I just finished reading Weekends at Bellevue by Julie Holland, M.D., It is her memoir about working the weekend overnight shift in the psych ER at New York's Bellevue Hospital. I really enjoyed reading about the psychiatrist's point of view. She tells countless stories of patients she saw come through the ER. in many shades of insanity. Toward the end of the book she has a short chapter in which she discusses the relative nature of mental illness.
She writes, "If any of us shared with a psychiatrist every intimate thought we had, our darkest secrets, is it possible we would still be judged safe and sane? There are plenty of times we feel murderous rage, or we think it would be easier if we didn't exist anymore. It's a common fantasy to see ourselves driving the car over the edge of the embankment or into oncoming traffic. Using the criteria of danger to self or others for involuntary commitment, any of these impulses and fantasies is enough to buy you a short stay in the hospital's inpatient psych ward. On the other hand as lon as you keep them to yourself, you can walk around the city freely."

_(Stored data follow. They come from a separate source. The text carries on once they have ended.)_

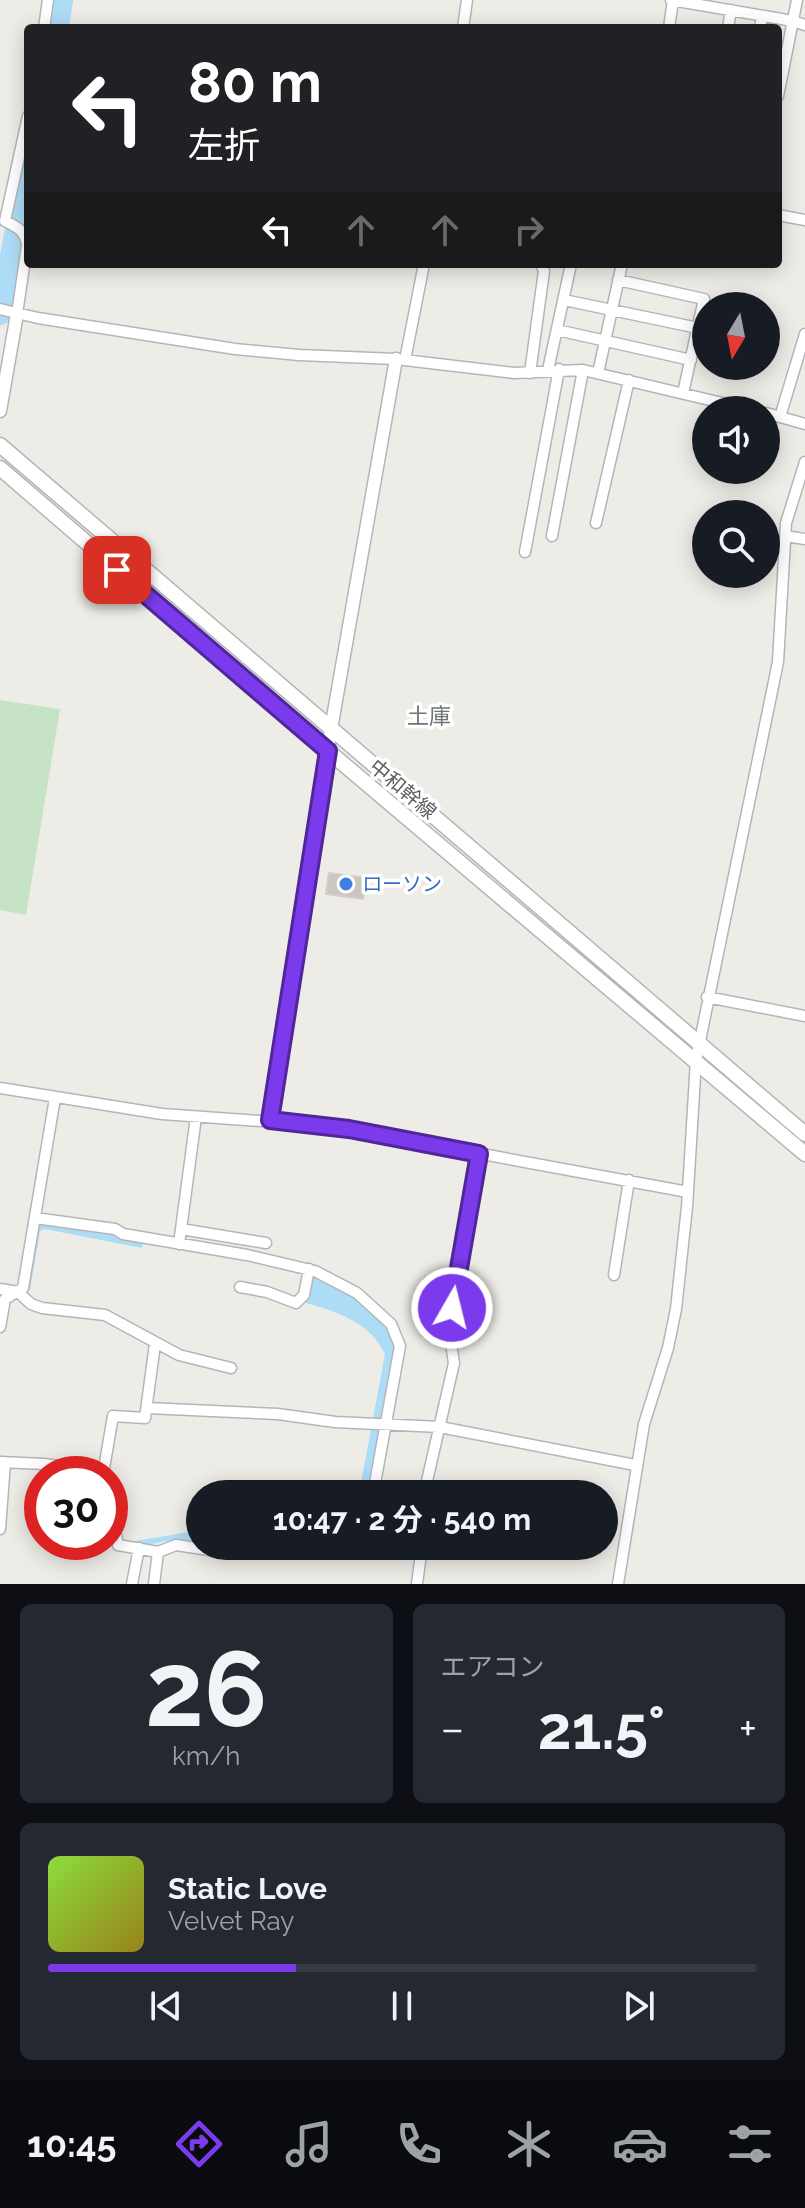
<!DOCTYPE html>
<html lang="ja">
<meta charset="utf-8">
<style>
body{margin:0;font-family:Raleway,"Noto Sans JP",sans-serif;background:#242831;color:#f1f3f6;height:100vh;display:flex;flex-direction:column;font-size:30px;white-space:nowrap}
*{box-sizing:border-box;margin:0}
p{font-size:26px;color:#9ea1a6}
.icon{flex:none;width:44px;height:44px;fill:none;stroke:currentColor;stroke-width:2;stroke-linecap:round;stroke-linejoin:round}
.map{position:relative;height:1584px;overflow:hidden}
.side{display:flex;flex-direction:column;gap:20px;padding:20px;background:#0d0f14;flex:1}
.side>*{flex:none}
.top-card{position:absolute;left:24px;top:24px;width:758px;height:244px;border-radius:8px;box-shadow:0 4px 20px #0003;background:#202124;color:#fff;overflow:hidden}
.needle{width:52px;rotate:190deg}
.buttons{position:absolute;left:692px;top:292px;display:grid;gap:16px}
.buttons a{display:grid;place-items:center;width:88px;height:88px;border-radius:50%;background:#171b24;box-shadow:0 4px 20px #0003;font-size:40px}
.speed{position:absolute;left:24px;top:1456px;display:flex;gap:16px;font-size:40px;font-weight:700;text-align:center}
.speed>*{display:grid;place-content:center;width:104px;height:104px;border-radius:50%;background:#171b24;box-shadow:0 4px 20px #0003;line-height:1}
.speed .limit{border:12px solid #d22;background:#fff;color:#111}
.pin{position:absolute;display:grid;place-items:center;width:68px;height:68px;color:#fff;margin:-34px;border-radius:16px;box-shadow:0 4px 12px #0006}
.me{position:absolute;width:88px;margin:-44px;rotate:8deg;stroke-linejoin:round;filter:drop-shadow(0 0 6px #0008)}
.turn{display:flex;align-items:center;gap:28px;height:168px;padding:0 32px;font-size:36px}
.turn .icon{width:104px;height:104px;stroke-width:2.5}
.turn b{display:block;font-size:56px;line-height:68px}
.lanes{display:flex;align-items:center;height:76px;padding:0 32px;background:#0003;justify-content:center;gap:40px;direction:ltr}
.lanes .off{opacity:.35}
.big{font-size:60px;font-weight:700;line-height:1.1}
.side .widget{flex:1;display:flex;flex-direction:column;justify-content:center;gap:12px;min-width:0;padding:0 28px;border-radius:12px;background:#242831}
.side .dial{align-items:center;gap:0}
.dial b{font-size:104px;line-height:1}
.song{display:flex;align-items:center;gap:24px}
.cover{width:96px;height:96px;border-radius:12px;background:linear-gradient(135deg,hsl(90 70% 55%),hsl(50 70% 35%))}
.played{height:8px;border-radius:4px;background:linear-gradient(90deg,#7c3aed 35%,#363941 35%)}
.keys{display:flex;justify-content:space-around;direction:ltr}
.heat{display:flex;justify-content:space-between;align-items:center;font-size:44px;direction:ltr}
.side .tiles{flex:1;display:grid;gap:20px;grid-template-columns:1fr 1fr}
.widget:last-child{grid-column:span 2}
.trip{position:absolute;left:186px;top:1480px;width:432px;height:80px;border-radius:40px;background:#171b24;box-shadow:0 4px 20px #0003;font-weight:700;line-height:80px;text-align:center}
.tabs{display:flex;height:128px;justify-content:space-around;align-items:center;background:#090b0e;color:#9ea1a6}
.tabs .icon{width:56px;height:56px}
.tabs .current{color:#7c3aed}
.tabs b{font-size:36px;color:#f1f3f6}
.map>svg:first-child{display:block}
.green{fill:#c7e3c5}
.water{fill:#addcf7}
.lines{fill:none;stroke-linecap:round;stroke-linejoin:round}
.river{stroke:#addcf7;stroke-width:22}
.building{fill:#cac7c2;stroke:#d2cdc5;stroke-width:2}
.minor-casing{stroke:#b3b6b9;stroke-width:13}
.tertiary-casing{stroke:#b3b6b9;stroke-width:15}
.secondary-casing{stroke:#b2b5b9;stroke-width:17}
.minor{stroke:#fff;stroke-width:10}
.tertiary{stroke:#fff;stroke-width:12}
.secondary{stroke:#fff;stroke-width:14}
.route-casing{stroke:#51269a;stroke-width:20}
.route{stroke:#7c3aed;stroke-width:14}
.shop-dot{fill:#3f7fe0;stroke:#fff;stroke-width:3}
.labels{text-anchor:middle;stroke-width:7;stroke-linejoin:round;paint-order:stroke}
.street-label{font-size:20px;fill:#5d6164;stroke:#fff}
.shop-label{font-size:20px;fill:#366cbe;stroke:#fff;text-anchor:start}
.neighbourhood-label{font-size:22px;fill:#6e7376;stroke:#fff}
</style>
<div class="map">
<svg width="805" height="1584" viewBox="0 0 805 1584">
<rect width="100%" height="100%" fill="#eeece6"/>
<!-- green -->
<path class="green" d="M0,700L60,709L26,915L0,910Z"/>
<!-- water -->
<path class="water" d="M47,1222L112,1232L144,1242L142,1248L45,1229L40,1231L30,1290L28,1285L38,1224Z
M313,1277L351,1291L359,1303L385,1322L395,1343V1353L367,1494H359L385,1354C371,1323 336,1311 306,1303L310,1281Z
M189,1532L200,1534V1543C189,1542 178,1538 167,1541C154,1543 148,1546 134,1544L135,1541Z"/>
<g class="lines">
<!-- river -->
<path class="river" d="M58,28L62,0
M0,314L28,165"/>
</g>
<!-- building -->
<path class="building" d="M329,873L366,878L363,899L326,894Z"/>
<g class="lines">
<defs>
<path id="minor" d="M671,0L793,21L805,25
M44,28L48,0
M463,28L467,0
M669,28L673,0
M728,28L731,10
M760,28L762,16
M778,96L797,0
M778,215L805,220
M618,280L704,299L683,393
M564,300L698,328
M0,309L38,318L235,349L299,355L396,359L514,373L583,370L752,410
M17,314L27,246C26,231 17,227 5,221L28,116
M557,330L691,360
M405,360L424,264
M548,370L571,264
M530,373L544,271L541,264
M598,373L622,264
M766,413L805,424
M780,417L805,334
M596,523L629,380
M552,536L583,370
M785,536L805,539
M525,552L559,369
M707,997L805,1016
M0,1088L162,1114L330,1126L688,1192
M35,1218L115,1229L123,1234L247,1255L315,1271L357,1293L391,1324L400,1346L373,1494
M181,1229L266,1243
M179,1244L196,1117
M614,1275L629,1180
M240,1287L267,1292L296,1303L304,1295L309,1269
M0,1289L18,1292L31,1304L42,1308L105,1315L179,1355L231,1368
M0,1327L5,1299L23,1288L55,1098
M147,1408L278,1414L335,1422L440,1427L635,1465
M0,1462L44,1464L103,1472
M103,1474L113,1416L145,1418L155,1344
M424,1494L454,1363L449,1331L454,1285L479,1154
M110,1506L118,1545L158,1552L176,1545L216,1551L245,1546
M0,1529L5,1462
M132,1584L139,1548
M154,1584L158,1552
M417,1584L422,1546
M618,1584L644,1424L668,1348L676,1309L687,1207L696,1060L778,662L786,523L805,462"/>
<path id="tertiary" d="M0,411L17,314
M270,1120L331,729L396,359"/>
<path id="secondary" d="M0,445L805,1134
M0,468L328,751L805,1154"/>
</defs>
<!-- minor casing -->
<use href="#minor" class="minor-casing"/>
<!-- tertiary casing -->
<use href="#tertiary" class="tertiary-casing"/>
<!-- secondary casing -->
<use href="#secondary" class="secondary-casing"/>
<!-- minor -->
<use href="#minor" class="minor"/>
<!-- tertiary -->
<use href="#tertiary" class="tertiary"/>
<!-- secondary -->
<use href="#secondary" class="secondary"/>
</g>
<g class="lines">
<defs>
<path id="route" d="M117,570L328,751L270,1120L349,1129L479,1154L452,1308"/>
</defs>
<!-- route casing -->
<use href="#route" class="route-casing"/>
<!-- route -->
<use href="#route" class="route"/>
</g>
<!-- markers -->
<circle class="shop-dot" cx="346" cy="884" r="8"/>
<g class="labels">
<!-- street labels -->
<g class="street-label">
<text transform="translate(403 789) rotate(40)" y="7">中和幹線</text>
</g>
<!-- shop labels -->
<g class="shop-label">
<text x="362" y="891">ローソン</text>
</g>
<!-- neighbourhood labels -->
<g class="neighbourhood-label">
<text x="429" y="724">土庫</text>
</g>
</g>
</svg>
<div class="buttons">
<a><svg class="needle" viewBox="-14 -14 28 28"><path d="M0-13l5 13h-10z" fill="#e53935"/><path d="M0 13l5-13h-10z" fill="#9ea1a6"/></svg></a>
<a><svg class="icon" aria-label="sound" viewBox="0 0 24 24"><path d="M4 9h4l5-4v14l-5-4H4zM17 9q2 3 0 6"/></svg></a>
<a><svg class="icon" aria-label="search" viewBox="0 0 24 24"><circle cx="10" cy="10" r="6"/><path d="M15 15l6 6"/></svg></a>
</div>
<div class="speed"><div class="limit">30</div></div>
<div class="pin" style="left:117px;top:570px;background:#d93025"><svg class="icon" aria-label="arrive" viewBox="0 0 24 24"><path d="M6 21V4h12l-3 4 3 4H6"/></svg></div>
<svg class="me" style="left:452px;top:1308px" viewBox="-20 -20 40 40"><circle r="17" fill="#7c3aed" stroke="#fff" stroke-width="3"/><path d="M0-11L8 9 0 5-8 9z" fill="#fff"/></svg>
<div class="trip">10:47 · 2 分 · 540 m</div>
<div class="top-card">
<div class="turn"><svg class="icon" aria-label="left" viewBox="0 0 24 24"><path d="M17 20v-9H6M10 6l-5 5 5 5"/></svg><div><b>80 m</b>左折</div></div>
<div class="lanes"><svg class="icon" aria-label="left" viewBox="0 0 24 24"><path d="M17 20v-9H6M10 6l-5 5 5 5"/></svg><svg class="icon off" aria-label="ahead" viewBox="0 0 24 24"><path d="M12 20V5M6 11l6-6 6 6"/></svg><svg class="icon off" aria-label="ahead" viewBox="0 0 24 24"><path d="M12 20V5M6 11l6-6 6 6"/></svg><svg class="icon off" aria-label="right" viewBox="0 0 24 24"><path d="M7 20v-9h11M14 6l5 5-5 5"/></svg></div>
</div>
</div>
<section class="side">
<div class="tiles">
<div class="widget dial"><b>26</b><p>km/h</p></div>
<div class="widget"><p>エアコン</p>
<div class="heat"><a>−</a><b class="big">21.5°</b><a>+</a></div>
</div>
<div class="widget">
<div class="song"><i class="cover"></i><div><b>Static Love</b><p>Velvet Ray</p></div></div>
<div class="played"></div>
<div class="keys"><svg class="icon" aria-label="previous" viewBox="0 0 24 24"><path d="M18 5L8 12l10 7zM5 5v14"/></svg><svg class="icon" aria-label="pause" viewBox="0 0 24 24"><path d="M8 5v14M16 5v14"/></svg><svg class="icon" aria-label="next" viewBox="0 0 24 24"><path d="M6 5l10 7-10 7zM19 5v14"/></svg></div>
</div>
</div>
</section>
<nav class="tabs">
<b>10:45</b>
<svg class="icon current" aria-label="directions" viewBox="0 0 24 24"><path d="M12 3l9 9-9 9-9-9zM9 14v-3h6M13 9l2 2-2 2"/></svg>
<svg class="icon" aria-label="music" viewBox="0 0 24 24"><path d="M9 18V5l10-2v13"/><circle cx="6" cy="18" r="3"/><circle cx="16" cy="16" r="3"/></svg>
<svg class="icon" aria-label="phone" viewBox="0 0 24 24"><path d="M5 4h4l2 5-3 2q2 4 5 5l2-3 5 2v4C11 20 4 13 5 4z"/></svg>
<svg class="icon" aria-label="climate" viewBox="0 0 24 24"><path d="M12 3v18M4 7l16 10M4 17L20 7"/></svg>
<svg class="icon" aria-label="car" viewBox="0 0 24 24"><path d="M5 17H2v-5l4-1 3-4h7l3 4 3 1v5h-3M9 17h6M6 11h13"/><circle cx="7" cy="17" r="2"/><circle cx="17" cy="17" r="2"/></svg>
<svg class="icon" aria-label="filters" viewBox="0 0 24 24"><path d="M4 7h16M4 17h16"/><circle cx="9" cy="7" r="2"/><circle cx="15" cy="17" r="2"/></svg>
</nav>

She says shortly after this, "The reality is this: All of us, to some degree, are mentally ill." She lists off various manifestations of this including anxiety, depression, insomnia, compulsions, addictions great and small. Then she continues, "Every one of us has psychiatric symptoms, many of them serious enough to warrant attention, even if they are not incapacitating. But few of us are willing to let on that we are suffering. This secrecy and shame compounds our avoidance of those who have been officially diagnosed as mentally ill."
And later, "We avoid dealing with psychiatric patients because we hate to see things in others that we don't want to see in ourselves: weakness, need, despair, aggression. Our experiences with the psychiatrically ill often fill us with dread; they confront us with our own terror of reaching a catastrophically altered state from which there is no return, We should be compassionate to those who stumble out of our lockstep. Yet in our culture, the mentally ill are demonized and shunned They are ostracized and marginalized as a by-product of our primal fear of going cray ourselves."
She talks more about how we treat the mentally ill in this country and contrasts it with other countries, citing Vietnam as one example. Then she writes, "Instead of integrating them among us, we shutter our psychiatric patients away so that we will not have to be reminded of all that can go wrong with our own minds and brains."
I really liked this chapter. The tone is different than most of the book because she is making more of a commentary than recounting her experiences in story form, but because she doesn't preach much in the rest of the book, this sermon isn't off-putting.
I recommend this to anyone dealing with mental illness, either their own or someone else's It is a great perspective that most of us don't get to see.